Austin Weekly News looked at how West Side wards (except, for some reason, 27th Ward) voted in the 2024 presidential election. Spoiler alert - more West Siders voted Republican compared to four years ago.
The Block Club also profiled former Chicago Bulls player Joakim Noah and his One City Basketball League. In addition to the whole playing basketball part, the league teaches youth how to better resolve conflicts and other life skills that come in handy to anyone trying to find work or launch a business. The story isn’t exclusively West Side focused, but there is a prominent West Side angle.
While Austin Weekly looks at By the Hand club’s latest Christmas presents giveaway.
Chicago YIMBY flagged a permit to renovate an art studio loft building in East Garfield Park, at 3144 W. Carroll Ave. Work reportedly includes “converting artist studios on the 2nd and 3rd floors into artist live/work units, which will involve adding new kitchens,” as well as “a new sprinkler system for the building.” The live-work development is a bit of a change of pace for the group of artist lofts along Union Pacific West Line Metra tracks - artists who talked to us over the years since that most people who rent spaces only come there to work, and don’t interact with the surrounding community much.
Speaking of the Carroll Avenue art lofts - Chicago Reader recently reviewed a new exhibit on display at Devening Project, at 3039 W. Carroll Ave. The exhibit closes next Saturday, Dec. 21, so stop by to check it out between noon and 5 p.m.
The Week Ahead
The fate of the City of Chicago 2025 budget is, obviously, dominating the political news, especially with the clock ticking. But there are two meetings that we wanted to flag that will have some West Side-related implications.
Chicago Zoning Board of Appeals will be looking at applications from several cannabis businesses on Friday, Dec. 20. That includes a cannabis dispensary and infuser business near East Garfield Park, at 3300 W. Franklin Blvd., and a cannabis craft grower in Austin, at 1830-32 N. Lamon Ave. The meeting starts at 9 a.m. and will take as long as they need to, but these applications are currently scheduled to be consider during the first half of the meeting.
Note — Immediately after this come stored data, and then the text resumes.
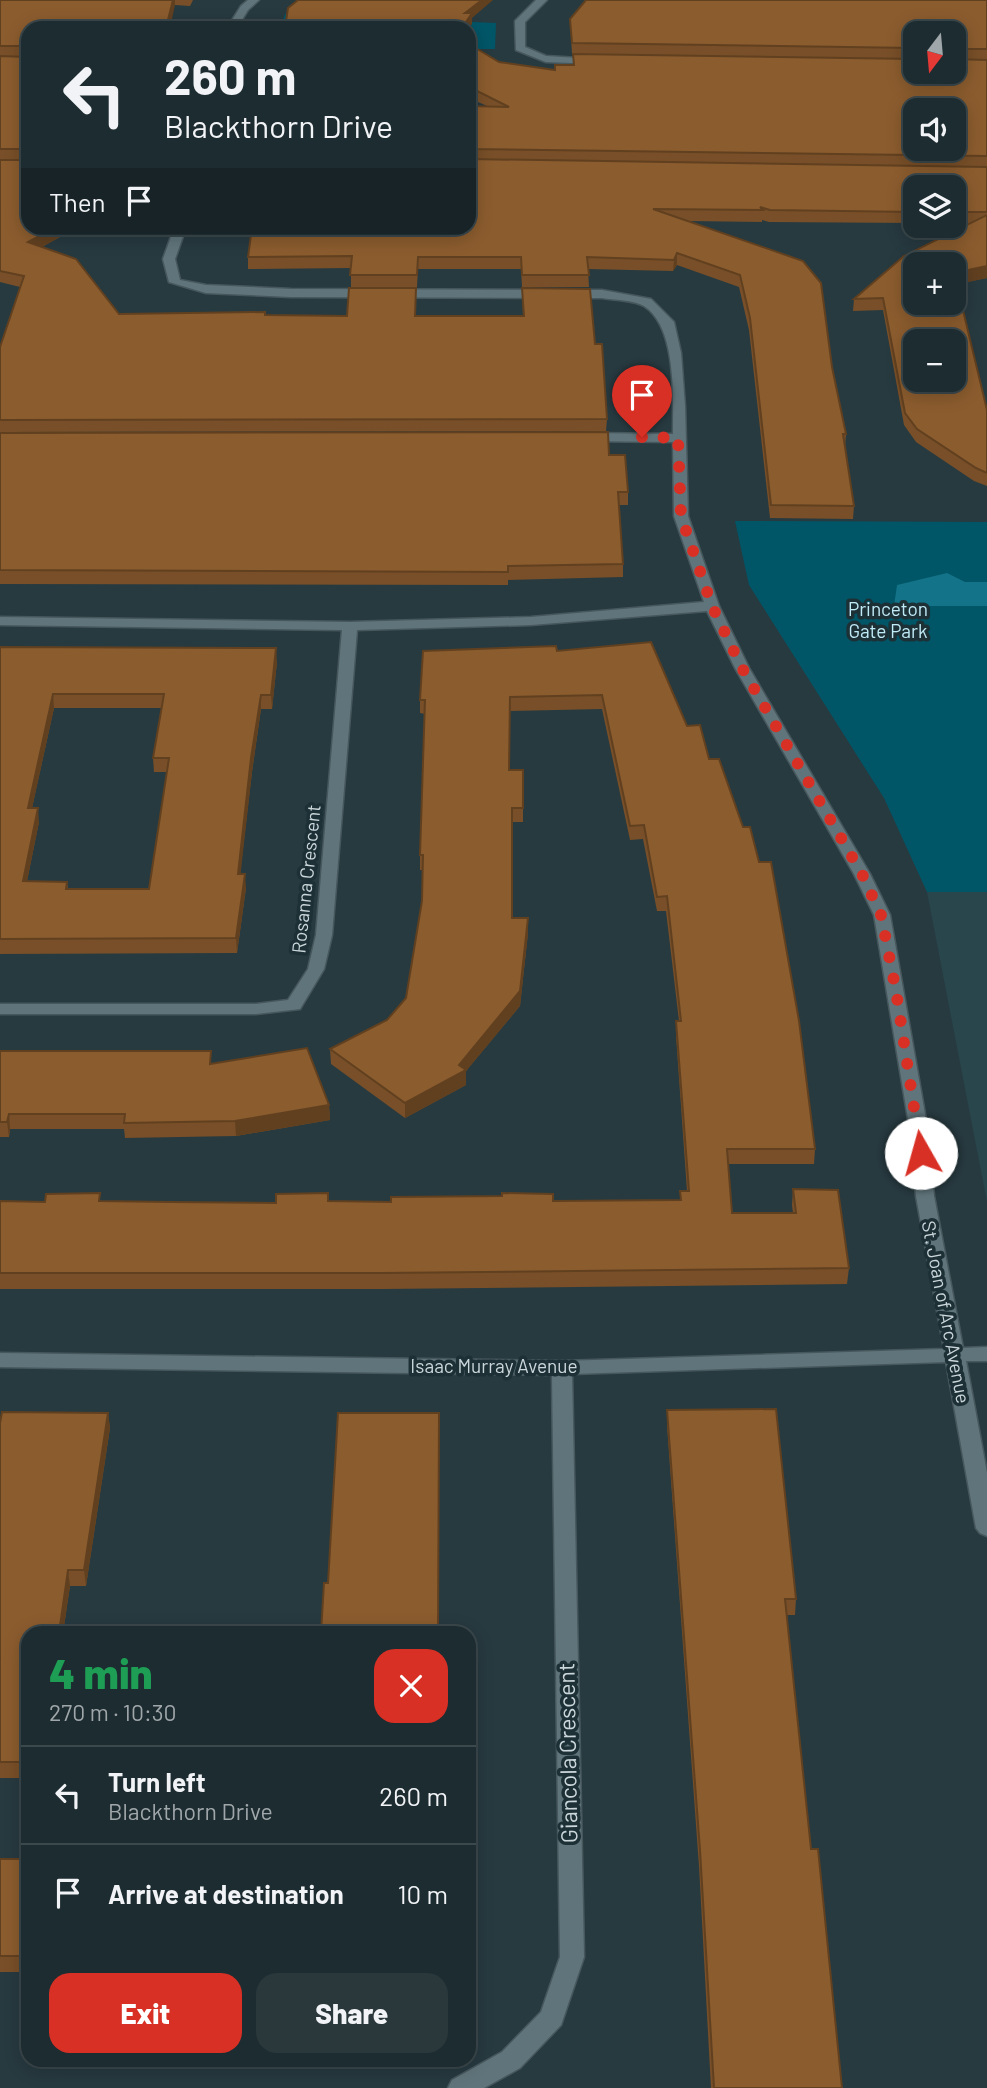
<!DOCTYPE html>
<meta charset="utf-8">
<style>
:root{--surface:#1d2c30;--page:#2a383c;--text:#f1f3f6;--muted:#a0a7ab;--line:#3b484c;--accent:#d93025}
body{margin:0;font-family:Barlow,sans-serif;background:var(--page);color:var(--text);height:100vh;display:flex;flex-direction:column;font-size:26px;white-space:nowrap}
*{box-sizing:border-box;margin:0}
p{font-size:23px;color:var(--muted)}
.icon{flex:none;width:38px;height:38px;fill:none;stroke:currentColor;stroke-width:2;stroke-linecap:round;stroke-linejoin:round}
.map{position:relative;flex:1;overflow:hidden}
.sheet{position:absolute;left:21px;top:1626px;width:455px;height:441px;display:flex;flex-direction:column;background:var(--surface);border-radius:21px;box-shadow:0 4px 18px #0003,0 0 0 2px var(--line)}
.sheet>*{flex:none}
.guide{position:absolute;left:21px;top:21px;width:455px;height:214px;border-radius:21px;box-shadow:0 4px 18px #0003,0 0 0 2px var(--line);background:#1d2c30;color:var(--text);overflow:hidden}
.needle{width:46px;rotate:196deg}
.buttons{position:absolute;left:903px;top:21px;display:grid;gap:14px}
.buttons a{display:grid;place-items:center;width:63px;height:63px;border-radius:14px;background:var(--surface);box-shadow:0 4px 18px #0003,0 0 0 2px var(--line);font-size:35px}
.pin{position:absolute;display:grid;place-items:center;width:60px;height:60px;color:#fff;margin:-72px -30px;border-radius:50% 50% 50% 0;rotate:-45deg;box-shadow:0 0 7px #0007}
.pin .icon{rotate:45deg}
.me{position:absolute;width:77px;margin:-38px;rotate:353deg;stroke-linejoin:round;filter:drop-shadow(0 0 5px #0008)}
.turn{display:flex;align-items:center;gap:24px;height:147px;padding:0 28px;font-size:32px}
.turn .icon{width:91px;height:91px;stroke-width:2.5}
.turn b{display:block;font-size:49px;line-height:60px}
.then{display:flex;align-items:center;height:66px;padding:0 28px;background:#0003;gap:14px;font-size:26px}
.round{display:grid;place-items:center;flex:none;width:74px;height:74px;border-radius:21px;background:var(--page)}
.summary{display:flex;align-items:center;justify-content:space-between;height:119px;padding:0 28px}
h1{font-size:42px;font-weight:800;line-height:52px;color:#1e9e55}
.action{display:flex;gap:14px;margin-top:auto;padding:14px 28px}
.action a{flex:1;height:80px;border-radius:21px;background:var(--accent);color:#fff;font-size:28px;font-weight:800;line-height:80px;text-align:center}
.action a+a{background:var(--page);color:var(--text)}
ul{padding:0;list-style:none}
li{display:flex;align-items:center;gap:21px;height:98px;padding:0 28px;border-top:2px solid var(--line)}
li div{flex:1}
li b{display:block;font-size:26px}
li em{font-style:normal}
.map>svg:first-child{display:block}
.built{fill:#29464d}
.green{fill:#005667}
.water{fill:#137388}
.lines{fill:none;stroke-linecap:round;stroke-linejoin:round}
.minor-casing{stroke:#47585d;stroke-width:3}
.minor{fill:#60757b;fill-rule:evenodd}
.wall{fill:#784f28;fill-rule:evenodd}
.shaded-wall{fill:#614020}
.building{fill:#8b5c2e;stroke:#614020;stroke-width:2;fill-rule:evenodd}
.route{stroke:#d93025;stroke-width:12;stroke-dasharray:0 21.6}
.labels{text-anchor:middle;stroke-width:7;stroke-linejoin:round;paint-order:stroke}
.park-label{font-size:19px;fill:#c0eaf6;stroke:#1d3036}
.street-label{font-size:19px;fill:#cbd7db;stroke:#1d3036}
.near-street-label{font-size:23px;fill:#cbd7db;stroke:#1d3036}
</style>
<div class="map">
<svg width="987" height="2088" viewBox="0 0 987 2088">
<rect width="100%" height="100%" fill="#273a40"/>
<path class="built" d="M 927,892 L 987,892 L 987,1202 Z"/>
<path class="green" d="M 285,14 L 496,23 L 495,49 L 469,49 L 469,28 L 280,28 Z
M 735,521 L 987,522 L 987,892 L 927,892 L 884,798 L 749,585 Z"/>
<path class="water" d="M 947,573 L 965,582 L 987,582 L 987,606 L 894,606 L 897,585 Z"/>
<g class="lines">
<g class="minor-casing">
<path id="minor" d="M 248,0 L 259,0 L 248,10 L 237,28 L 227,28 L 241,6 Z
M 536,0 L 547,0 L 525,22 L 525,47 L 546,56 L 595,59 L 599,60 L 599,64 L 546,62 L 516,50 L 515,21 Z
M 174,228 L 186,228 L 175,259 L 180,280 L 206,285 L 291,289 L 602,290 L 651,299 L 674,322 L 681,353 L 685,406 L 688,516 L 719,606 L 749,668 L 870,874 L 890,915 L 928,1131 L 934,1196 L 963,1348 L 987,1347 L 987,1361 L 966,1361 L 987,1473 L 987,1536 L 980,1533 L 976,1528 L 946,1362 L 572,1374 L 584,1957 L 561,2025 L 520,2068 L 484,2088 L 448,2088 L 452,2080 L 502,2052 L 541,2012 L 560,1957 L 552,1375 L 0,1367 L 0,1353 L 562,1361 L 944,1349 L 916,1196 L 910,1131 L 874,915 L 854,874 L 735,668 L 707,611 L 531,625 L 357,630 L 332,935 L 324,969 L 300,1009 L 256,1014 L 0,1014 L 0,1004 L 256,1004 L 288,1000 L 308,969 L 316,935 L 342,630 L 0,625 L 0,617 L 350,622 L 531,617 L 704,602 L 674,516 L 673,442 L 584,441 L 578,437 L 584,433 L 673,434 C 673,398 677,327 644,306 C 634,300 614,300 602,298 L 291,297 L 206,293 L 169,282 L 163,259 Z"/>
</g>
<use href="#minor" class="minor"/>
</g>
<path class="wall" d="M 0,0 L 193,0 L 190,6 L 175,5 L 28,28 L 28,228 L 76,228 L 42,247 L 119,314 L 347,316 L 416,300 L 416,316 L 523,316 L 522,288 L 595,344 L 607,419 L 606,431 L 0,432 L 0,347 L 20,287 L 0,282 Z
M 987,0 L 987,278 L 956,284 L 987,410 L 987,486 L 974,481 L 916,442 L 904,425 L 883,310 L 853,311 L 854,299 L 969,224 L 954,224 L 954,187 L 915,187 L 915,223 L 769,222 L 762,220 L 762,222 L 688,221 L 832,367 L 846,434 L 845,447 L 854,506 L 853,519 L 770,518 L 749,330 L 739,287 L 677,265 L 673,271 L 588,269 L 589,287 L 522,287 L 521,269 L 418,269 L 417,287 L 351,287 L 351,268 L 248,269 L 248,257 L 469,228 L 469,106 L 487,106 L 469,98 L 469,45 L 499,62 L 555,70 L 573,65 L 573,54 L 915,58 L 572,54 L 570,19 ZM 915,33 L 954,72 L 915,72 Z
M 0,433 L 609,455 L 628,492 L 628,505 L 619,505 L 623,564 L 623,577 L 508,580 L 508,585 L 0,584 Z
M 651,642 L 815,1149 L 814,1164 L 728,1164 L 732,1213 L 793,1213 L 792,1205 L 793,1189 L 849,1268 L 847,1284 L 383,1289 L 0,1289 L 0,1201 L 276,1203 L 680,1200 L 680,1191 L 687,1191 L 676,1036 L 676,1021 L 679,1021 L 666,911 L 657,911 L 643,839 L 630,840 L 602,709 L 510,711 L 509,770 L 523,770 L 523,822 L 512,822 L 512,918 L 528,933 L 520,1006 L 466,1071 L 466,1085 L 405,1118 L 331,1064 L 330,1049 L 387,1020 L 406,998 L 422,901 L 423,870 L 420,870 L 420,855 L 425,714 L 420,713 L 420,700 L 557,651 Z
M 0,647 L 277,662 L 272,709 L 261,709 L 252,772 L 240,874 L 246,888 L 237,953 L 0,954 ZM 54,708 L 162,708 L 153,758 L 154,772 L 167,772 L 149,889 L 68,889 L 67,882 L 27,881 L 39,822 L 32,808 Z
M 0,1051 L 211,1051 L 211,1064 L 329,1105 L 330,1120 L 236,1136 L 125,1138 L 124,1129 L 10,1129 L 9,1137 L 0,1137 Z
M 667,1410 L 796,1599 L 795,1615 L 787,1615 L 811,1849 L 842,2088 L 711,2088 L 699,1866 L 667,1426 Z
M 108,1413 L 110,1428 L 86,1586 L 70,1586 L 63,1633 L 28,1633 L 28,1778 L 0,1778 L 0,1423 Z
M 0,1859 L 28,1859 L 28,1972 L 0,1972 Z"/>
<path class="shaded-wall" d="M 173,0 L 175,0 L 175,5 L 170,28 L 166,28 Z
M 482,0 L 493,0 L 472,18 L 472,24 L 469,29 L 462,28 L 465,13 Z
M 54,228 L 76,228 L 29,254 L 28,242 Z
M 677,253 L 677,265 L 673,271 L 674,260 Z
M 987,266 L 987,278 L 954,285 L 954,273 Z
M 276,648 L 277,662 L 272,709 L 271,695 Z
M 53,694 L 54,708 L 29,822 L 28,808 Z
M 261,695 L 261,709 L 252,772 L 239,888 L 238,874 L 251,758 Z
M 38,808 L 39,822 L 24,896 L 23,881 Z
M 245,874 L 246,888 L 237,953 L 236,938 Z
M 528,918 L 528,933 L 520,1006 L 466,1071 L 466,1085 L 405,1118 L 405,1103 L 459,1065 Z
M 329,1105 L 330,1120 L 236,1136 L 235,1121 Z
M 9,1114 L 10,1129 L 9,1137 L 7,1122 Z
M 108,1413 L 110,1428 L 86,1586 L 84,1570 Z
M 68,1570 L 70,1586 L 63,1633 L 59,1633 Z"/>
<path class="building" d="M 0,0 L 173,0 L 166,28 L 28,28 L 28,47 L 27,46 L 0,46 Z
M 298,0 L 482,0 L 465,13 L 472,13 L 462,28 L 285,28 L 288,8 Z
M 586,0 L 987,0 L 987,49 L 955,49 L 954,50 L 954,33 L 915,33 L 915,48 L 572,43 L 570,19 Z
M 469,44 L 499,62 L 555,70 L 555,65 L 574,65 L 573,54 L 915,59 L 915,72 L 954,72 L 954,59 L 987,60 L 987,156 L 469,149 L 469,106 L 509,107 L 469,87 ZM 915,110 L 954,110 L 954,149 L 915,149 Z
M 28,54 L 28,150 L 27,149 L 0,149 L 0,56 L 27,57 Z
M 28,157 L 28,228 L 54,228 L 28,242 L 76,259 L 119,314 L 265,312 L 265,315 L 347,316 L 349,288 L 416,288 L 415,316 L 524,316 L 522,288 L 590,289 L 595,344 L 602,344 L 607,419 L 0,420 L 0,347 L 24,276 L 0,271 L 0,160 L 27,160 Z
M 469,159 L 987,167 L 987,212 L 954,212 L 954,187 L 915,187 L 915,212 L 770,210 L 760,207 L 763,210 L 653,209 L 803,261 L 821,283 L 832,367 L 846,434 L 843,434 L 854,506 L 771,505 L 750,318 L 740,275 L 677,253 L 674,260 L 587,257 L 589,275 L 522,275 L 521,257 L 418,257 L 417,275 L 350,275 L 352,256 L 248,257 L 252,228 L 469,228 Z
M 987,215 L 987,266 L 954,273 L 954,264 L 915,264 L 915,303 L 954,303 L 954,273 L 987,410 L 987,473 L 976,468 L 917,429 L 905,413 L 883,298 L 854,299 L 904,256 ZM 915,341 L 954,341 L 954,380 L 915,380 Z
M 608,432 L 609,455 L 625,455 L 628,492 L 618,492 L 623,564 L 508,566 L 508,572 L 0,570 L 0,433 Z
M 651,642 L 687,726 L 700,725 L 709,759 L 719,759 L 743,827 L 750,827 L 759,862 L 771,862 L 799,1021 L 815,1149 L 727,1149 L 732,1213 L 796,1213 L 793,1189 L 838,1190 L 849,1268 L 382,1273 L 0,1273 L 0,1201 L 45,1202 L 46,1194 L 100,1193 L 99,1201 L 170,1202 L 276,1203 L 276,1194 L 328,1193 L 328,1201 L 391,1202 L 391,1197 L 502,1196 L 502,1193 L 553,1194 L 553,1201 L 681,1200 L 680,1191 L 689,1191 L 676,1021 L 681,1021 L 667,896 L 657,897 L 644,825 L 630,826 L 602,695 L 510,697 L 509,770 L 523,770 L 523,808 L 512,808 L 512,918 L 528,918 L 520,991 L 459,1065 L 466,1070 L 405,1103 L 330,1049 L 387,1020 L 406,998 L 422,901 L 423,855 L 420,855 L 425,700 L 420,700 L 423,651 L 556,646 L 557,651 Z
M 0,647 L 276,648 L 271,695 L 261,695 L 251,758 L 238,874 L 245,874 L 236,938 L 0,939 ZM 53,694 L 164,694 L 153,758 L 169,758 L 149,889 L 66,889 L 67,882 L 23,881 L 38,808 L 28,808 Z
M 307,1048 L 329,1105 L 235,1121 L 124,1123 L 125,1114 L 9,1114 L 7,1122 L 0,1122 L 0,1051 L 211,1051 L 210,1064 Z
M 776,1409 L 796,1599 L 785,1599 L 811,1849 L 818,1849 L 842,2088 L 714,2088 L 700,1850 L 667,1410 Z
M 2,1412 L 108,1413 L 84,1570 L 68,1570 L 59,1633 L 28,1633 L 28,1762 L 0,1762 L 0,1423 Z
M 338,1413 L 439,1413 L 438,1633 L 321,1633 L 324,1583 L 328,1583 Z
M 0,1859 L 28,1859 L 28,1956 L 0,1956 Z"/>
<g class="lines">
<path class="route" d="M 642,437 L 678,438 L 681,516 L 712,606 L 742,668 L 862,874 L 881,915 L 896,991 L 921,1153"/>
</g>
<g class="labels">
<g class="park-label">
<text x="888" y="616">Princeton<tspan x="888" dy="22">Gate Park</tspan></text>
</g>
<g class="street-label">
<text transform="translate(306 879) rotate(-84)" y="7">Rosanna Crescent</text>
<text transform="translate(946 1312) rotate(79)" y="7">St. Joan of Arc Avenue</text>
<text x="494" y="1373">Isaac Murray Avenue</text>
</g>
<g class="near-street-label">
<text transform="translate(568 1753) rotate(-91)" y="8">Giancola Crescent</text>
</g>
</g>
</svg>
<div class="buttons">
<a><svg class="needle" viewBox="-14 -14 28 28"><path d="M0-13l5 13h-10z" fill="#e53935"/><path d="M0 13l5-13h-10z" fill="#a0a7ab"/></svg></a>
<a><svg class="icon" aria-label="sound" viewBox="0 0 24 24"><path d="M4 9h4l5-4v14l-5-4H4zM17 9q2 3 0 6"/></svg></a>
<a><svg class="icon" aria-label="layers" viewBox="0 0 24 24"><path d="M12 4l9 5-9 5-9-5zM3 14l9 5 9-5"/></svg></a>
<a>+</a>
<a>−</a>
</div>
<div class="pin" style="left:642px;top:437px;background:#d93025"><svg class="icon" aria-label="arrive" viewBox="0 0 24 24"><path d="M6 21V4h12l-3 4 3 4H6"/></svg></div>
<svg class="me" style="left:921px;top:1153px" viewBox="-20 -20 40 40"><circle r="19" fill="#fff"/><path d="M0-13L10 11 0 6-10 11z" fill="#d93025"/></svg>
<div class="guide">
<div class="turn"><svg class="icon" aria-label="left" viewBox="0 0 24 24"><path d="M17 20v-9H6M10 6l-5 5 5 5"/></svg><div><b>260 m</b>Blackthorn Drive</div></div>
<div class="then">Then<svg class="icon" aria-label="arrive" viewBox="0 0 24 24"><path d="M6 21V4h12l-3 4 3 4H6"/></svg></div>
</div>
<section class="sheet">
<div class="summary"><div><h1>4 min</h1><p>270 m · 10:30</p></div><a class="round" style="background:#d93025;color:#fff"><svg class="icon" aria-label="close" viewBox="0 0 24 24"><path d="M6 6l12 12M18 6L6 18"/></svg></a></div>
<ul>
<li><svg class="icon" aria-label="left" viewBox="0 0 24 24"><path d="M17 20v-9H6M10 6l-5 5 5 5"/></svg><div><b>Turn left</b><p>Blackthorn Drive</p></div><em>260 m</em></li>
<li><svg class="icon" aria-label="arrive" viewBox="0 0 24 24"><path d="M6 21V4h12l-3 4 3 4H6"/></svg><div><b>Arrive at destination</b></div><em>10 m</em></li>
</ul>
<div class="action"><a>Exit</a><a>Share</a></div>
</section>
</div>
And on Thursday, Dec 19, the Northwest Home Equity Assurance Program’s governing commission will have its final meeting of 2024. The meeting will be held at 6:30 p.m. to 7:30 p.m. at 3234 N. Central Ave.
NWHEAP is one of those entities that flies under the radar, even though it controls thousands in property tax revenue. Three equity assurance programs were set up throughout Chicago’s Bungalow Belt back in the 1980s to try to stop White Flight by guaranteeing that homeowners don’t lose money if they ever want to sell. Galewood is part of NWHEAP. Since, four decades later, White Flight isn’t a concern anymore, the programs have been expanding how they use the property tax revenue, creating programs to help with home repairs and (ironically) help homeowners pay off their property tax debt.
What we are reading
As we wrote before, at Westside Review, we want to cultivate and support West Side talent. The future of journalism, especially Black journalism, is important to us. So when the Editor & Publisher magazine profiled Howard University’s journalism school, we wanted to check it out - and, we must say, we learned a few things.